What To Keep In Mind Before Wearing Your Favorite Sneakers To Work

Once upon a time, business attire was a strict fashion niche hemmed in by very specific rules. For decades and decades, staples like suits, blazers, button-ups, and pencil skirts ruled the corporate roost, while more casual or adventurous garments were frowned upon. But finally, in the wake of changing styles, work arrangements, and attitudes, workplace fashion seems to be undergoing a long-awaited reckoning.

The slow slide into business casual has opened new horizons in what constitutes office-appropriate ensembles. Daring fashionistas are even turning yoga pants into business attire and finding ways to bring miniskirts into the office. And there's good news for sneakers enthusiasts: This experimental, boundary-pushing energy has extended into the realm of shoes. So long, pumps, and step aside, ballerina flats — sneakers are now joining the ranks of work-friendly footwear.

Hold on, though. While the advent of sneakers in the workplace is certainly exciting, picking the right sneakers for an office environment isn't as easy as throwing on your regular gym shoes. Whether you're eager to mix up your work wardrobe with chic and versatile black runners or a pair of good old-fashioned Chuck Taylors, styling sneakers for a professional setting requires a little thoughtfulness to ensure you end up sending the right sartorial message.

Stick to formal sneaker styles

It may seem strange to equate formality with sneakers, which have been quintessentially casual shoes since their inception. But nowadays the width and depth of the sneakers market includes unique styles for all occasions, including dressier shoe fashions that are perfect for exuding a professional vibe.

"For the office, you want to choose sneakers that are smart and reflect minimal flair," stylist Heather Newberger tells Marie Claire. "Premium materials like vegan leather always signify status, while metallics, platform silhouettes, and hints of color bring in more personal style." Newberger expounds that you're also better off with sneakers that have low-profile treads rather than chunky, sporty soles, demonstrating that the shoe is intended for fashion over athletics.

As for style, understated is always a win. Depending on your office environment, it can be tempting to play with bold shades — especially since colorful sneakers are having a moment. But if you're not sure how much you can get away with at your workplace, neutrals and earth tones provide a classy palette that instantly reads as professional. Materials and finishes can also play a huge role. Think about the type of fabrics you might encounter in traditional workwear, and how those could translate into a pair of cool, office-appropriate sneakers. Popular options include uppers that resemble leather, suede, or even wool.

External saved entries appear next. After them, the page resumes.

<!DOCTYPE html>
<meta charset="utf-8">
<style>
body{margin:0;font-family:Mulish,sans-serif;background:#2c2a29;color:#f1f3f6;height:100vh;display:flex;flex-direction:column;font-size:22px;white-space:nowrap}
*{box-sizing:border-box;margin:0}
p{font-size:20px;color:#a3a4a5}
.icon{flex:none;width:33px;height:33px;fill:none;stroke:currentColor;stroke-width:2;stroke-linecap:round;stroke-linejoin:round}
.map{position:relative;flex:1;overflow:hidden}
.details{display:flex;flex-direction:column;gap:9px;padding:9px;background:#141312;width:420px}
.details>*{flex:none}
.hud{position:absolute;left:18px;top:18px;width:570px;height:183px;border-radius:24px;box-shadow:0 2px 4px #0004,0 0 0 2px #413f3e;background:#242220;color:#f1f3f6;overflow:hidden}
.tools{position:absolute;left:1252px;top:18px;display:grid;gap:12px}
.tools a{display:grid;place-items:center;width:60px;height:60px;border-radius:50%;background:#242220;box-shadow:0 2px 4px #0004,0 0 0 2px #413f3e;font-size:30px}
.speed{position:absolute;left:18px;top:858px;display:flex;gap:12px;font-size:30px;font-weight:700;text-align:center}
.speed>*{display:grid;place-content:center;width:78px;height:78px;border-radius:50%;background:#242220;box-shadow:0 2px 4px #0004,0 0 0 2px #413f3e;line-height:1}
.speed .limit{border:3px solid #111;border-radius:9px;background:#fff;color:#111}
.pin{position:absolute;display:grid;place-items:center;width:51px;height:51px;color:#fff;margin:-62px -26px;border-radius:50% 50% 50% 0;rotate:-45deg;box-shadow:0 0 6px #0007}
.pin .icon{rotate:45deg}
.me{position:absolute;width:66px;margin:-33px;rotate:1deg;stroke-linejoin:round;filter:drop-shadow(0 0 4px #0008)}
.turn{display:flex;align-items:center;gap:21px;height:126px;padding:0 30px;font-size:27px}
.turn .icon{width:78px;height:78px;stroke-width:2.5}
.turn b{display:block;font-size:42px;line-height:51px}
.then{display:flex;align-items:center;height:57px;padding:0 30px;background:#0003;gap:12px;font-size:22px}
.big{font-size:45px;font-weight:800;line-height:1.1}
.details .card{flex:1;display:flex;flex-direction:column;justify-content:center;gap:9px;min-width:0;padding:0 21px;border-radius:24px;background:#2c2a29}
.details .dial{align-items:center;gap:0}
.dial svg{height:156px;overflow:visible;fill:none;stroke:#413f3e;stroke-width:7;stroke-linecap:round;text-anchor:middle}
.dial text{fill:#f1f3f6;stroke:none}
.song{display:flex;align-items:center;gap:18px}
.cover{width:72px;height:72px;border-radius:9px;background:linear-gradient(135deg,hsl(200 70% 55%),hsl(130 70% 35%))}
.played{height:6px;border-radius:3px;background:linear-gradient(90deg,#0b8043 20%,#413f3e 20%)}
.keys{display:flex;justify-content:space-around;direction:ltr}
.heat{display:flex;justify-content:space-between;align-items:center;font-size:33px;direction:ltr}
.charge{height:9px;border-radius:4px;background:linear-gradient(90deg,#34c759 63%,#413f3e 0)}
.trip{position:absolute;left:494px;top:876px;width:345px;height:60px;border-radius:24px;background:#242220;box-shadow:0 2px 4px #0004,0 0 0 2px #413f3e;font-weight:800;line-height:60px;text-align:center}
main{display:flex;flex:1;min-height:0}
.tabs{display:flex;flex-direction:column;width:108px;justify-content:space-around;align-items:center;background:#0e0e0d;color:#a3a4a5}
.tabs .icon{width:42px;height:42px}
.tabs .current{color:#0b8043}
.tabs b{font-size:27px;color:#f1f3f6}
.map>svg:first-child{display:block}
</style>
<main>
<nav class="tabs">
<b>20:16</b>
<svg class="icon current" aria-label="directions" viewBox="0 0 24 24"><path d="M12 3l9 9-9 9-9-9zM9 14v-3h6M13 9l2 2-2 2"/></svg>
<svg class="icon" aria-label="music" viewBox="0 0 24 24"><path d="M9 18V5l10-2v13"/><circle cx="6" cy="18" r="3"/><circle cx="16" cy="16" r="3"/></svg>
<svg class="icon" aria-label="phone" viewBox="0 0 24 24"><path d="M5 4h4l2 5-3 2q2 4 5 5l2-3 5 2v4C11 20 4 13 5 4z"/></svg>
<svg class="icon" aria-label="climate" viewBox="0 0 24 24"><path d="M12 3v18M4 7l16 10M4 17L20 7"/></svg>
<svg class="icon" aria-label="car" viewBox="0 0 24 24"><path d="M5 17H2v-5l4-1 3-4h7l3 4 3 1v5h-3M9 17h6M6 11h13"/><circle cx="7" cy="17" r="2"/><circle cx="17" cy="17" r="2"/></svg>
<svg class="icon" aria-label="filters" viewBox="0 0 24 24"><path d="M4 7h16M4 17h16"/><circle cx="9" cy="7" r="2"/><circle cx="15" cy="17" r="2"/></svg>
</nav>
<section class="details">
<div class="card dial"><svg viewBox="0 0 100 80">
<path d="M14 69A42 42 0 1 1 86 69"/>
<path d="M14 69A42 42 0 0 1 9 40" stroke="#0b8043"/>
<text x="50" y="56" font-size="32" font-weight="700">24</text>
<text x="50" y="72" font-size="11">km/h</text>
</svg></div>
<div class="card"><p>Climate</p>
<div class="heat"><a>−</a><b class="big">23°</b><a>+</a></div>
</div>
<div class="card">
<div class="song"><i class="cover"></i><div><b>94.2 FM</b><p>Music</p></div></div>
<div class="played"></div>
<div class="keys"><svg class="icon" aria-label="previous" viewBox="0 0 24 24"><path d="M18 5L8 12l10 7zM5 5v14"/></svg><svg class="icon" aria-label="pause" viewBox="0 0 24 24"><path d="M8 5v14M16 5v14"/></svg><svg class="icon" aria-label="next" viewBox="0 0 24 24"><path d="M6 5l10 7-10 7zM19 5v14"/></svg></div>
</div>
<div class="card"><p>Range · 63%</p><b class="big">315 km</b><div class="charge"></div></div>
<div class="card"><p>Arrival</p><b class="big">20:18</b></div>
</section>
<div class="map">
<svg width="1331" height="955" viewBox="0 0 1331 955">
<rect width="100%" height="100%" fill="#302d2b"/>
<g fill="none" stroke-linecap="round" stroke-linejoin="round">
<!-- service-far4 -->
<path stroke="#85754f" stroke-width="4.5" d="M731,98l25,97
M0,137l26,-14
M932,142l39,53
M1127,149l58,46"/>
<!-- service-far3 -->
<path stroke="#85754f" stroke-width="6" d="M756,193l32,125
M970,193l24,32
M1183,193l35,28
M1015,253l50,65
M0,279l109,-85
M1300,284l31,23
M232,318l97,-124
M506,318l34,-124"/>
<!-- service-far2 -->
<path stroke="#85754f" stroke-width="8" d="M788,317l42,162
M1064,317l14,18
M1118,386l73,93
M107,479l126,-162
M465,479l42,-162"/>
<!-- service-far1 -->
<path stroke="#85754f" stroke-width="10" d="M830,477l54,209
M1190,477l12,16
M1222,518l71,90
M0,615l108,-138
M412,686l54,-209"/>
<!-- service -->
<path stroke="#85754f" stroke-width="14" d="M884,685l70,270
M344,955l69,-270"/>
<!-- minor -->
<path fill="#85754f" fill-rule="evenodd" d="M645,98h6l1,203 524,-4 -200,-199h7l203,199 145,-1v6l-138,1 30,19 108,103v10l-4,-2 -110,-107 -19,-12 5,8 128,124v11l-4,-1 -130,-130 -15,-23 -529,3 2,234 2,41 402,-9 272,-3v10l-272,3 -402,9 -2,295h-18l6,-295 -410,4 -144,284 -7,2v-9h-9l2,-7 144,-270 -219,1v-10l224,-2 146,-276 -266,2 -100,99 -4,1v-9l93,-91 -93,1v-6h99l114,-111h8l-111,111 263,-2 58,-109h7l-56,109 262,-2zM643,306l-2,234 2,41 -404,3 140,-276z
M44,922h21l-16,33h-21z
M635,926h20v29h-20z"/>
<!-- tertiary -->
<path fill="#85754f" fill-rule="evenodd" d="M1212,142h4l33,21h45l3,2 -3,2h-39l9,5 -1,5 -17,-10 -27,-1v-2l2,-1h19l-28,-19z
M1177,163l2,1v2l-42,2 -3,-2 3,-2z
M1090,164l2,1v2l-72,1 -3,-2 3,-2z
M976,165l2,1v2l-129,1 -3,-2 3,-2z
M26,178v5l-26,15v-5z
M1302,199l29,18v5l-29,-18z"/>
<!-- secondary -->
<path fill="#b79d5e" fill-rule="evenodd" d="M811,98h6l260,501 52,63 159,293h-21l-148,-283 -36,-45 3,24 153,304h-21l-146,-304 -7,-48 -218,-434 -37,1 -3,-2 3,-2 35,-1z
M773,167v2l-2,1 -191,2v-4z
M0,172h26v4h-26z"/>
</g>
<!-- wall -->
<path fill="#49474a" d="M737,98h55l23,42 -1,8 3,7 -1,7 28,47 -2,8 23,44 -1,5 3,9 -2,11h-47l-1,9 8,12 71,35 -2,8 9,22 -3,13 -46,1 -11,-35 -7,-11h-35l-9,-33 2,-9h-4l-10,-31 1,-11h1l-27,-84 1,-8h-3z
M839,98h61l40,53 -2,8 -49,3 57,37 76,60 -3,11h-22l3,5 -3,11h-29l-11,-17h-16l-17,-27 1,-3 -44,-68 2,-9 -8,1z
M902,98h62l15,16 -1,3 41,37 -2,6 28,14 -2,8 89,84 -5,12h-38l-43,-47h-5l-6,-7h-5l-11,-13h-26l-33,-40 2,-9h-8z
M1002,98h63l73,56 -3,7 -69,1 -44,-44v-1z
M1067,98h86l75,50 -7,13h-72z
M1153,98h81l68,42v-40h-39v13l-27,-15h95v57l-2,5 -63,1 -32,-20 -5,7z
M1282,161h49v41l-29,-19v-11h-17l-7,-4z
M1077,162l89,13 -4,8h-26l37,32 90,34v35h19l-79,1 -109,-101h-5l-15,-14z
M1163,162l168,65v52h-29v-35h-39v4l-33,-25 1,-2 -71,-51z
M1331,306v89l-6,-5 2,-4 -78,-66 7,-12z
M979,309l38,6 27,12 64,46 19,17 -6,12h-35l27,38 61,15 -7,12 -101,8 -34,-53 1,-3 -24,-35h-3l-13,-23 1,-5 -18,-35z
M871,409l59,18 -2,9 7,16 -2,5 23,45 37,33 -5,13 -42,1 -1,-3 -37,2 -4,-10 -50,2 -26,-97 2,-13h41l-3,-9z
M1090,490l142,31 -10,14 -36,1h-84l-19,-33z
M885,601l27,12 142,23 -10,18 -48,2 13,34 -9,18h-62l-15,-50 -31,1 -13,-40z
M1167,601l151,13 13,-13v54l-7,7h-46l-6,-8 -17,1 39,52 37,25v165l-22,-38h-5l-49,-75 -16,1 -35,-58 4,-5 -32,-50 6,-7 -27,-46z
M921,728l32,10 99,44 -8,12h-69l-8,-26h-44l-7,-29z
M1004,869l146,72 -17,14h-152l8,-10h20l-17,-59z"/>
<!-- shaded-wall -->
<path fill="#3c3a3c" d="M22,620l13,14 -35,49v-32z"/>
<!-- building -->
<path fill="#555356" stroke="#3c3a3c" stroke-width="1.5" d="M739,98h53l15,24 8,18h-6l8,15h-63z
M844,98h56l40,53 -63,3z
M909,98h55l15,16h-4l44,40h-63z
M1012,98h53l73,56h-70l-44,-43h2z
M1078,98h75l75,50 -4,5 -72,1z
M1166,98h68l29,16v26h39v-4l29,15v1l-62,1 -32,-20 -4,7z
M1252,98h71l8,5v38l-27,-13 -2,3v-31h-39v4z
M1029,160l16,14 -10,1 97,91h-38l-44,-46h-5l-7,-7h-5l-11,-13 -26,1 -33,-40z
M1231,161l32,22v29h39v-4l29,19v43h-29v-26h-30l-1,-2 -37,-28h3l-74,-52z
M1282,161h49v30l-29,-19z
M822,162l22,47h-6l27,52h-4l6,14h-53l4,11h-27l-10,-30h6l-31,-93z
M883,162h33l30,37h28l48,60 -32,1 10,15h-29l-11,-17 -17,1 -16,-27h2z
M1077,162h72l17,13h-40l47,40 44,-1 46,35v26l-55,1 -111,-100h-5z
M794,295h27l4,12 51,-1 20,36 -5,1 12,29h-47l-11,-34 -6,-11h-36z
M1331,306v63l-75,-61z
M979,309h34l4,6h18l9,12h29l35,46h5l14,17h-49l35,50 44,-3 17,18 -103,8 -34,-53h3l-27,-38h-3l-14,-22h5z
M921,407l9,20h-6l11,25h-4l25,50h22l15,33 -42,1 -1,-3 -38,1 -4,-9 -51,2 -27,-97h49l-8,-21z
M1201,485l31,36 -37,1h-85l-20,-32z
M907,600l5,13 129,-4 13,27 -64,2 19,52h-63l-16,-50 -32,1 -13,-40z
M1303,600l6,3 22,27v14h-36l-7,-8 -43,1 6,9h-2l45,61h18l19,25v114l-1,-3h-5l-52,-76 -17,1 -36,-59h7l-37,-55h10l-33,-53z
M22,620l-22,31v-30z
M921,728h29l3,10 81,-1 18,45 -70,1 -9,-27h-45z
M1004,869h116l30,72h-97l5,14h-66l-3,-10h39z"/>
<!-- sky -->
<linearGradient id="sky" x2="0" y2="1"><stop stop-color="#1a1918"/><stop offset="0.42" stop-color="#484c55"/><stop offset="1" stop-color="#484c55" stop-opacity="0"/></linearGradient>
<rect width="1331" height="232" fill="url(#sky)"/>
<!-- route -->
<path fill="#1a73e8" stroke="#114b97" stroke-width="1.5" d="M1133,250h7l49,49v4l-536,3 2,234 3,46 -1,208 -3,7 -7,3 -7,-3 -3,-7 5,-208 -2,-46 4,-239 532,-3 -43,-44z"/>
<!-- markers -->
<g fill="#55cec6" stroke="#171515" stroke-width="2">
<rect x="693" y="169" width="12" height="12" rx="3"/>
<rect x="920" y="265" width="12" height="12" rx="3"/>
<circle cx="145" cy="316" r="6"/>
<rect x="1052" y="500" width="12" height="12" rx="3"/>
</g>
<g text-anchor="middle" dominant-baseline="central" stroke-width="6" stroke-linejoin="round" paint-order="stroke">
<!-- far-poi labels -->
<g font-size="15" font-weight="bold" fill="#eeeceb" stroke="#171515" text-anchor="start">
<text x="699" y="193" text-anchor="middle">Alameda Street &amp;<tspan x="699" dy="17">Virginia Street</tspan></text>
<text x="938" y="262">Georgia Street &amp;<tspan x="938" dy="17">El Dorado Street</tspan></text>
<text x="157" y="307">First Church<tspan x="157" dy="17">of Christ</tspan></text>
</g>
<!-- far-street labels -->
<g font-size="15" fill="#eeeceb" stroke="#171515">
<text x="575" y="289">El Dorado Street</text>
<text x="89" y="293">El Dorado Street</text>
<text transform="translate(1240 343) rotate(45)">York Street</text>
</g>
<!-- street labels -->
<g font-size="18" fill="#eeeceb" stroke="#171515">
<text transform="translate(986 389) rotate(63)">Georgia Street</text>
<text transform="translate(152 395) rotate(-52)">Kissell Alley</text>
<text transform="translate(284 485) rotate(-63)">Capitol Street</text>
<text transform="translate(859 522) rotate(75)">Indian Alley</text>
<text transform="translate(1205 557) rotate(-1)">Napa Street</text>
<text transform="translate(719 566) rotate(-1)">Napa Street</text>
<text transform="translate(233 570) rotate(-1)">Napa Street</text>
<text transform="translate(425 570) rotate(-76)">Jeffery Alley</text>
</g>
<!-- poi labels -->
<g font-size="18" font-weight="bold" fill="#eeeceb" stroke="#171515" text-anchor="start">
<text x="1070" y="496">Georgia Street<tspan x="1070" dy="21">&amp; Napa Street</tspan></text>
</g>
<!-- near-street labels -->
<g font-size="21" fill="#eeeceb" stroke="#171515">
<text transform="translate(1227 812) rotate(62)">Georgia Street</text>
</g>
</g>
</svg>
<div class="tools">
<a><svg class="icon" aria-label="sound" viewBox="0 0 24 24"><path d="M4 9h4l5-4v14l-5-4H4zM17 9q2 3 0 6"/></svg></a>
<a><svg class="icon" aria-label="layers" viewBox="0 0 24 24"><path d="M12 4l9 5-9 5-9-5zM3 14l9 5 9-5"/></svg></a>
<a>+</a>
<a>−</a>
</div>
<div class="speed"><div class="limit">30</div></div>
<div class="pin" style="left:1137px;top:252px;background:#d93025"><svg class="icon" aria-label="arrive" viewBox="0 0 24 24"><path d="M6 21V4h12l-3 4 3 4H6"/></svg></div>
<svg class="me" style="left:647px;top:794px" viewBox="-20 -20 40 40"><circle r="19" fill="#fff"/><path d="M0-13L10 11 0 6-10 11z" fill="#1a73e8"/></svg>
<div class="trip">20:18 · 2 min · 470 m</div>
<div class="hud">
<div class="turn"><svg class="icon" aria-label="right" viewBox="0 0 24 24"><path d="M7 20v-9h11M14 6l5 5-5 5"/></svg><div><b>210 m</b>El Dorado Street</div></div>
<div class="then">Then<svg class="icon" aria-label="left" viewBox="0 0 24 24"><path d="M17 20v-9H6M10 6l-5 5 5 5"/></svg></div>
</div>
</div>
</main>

Above all else, don't forget to keep the condition of your work sneakers in mind. To project a competent image, your sneakers should be kept neat and tidy at all times. Clean your sneakers regularly to remove noticeable scuffs and dirt, and don't hesitate to retire them from the work rotation when they begin getting battered or frayed. Save those pairs for your days off and prioritize only the sharpest sneakers in your arsenal for the office.

Don't overlook the importance of comfort

The business shoes of yore haven't always placed comfort first. High heels, brogues, and even some flats have been valued for style over practicality, leaving workers to deal with sore arches, pinched toes, and the bane of heel blisters. So if you're now wearing sneakers to work, you're probably one step ahead in the shoe comfort game already. Still, it doesn't hurt to keep some sneaker tips in mind to ensure the well-being of your precious feet.

When it comes to work sneakers, fit is key. Begin by making sure that your shoes have a comfortable and roomy toe box. Cramped toes are not only uncomfortable but can contribute to ongoing issues like bunions, corns, ingrown nails, and hammer toes (per OrthoInfo).

To endure all-day wear, you also want work sneakers that provide a good cushion without looking like gym shoes. To strike the right balance, you may need to supplement the streamlined soles of your office sneakers with a good orthopedic insole. If your job involves a lot of walking or standing — such as at a standing desk — it may help to have particularly thick cushioning right beneath your heels.

Don't forget about arch support, either. You don't want to risk fallen arches, which can have a lasting and painful impact on your entire skeleton (via Advanced Foot and Ankle Specialists). So pick sneakers that cradle your foot closely. And if your new sneakers need to be broken in with a few hours of wear, try to do this in short increments outside of work. At the end of your workday, you don't want to be left achy and miserable in those new kicks — no matter how sharp they look.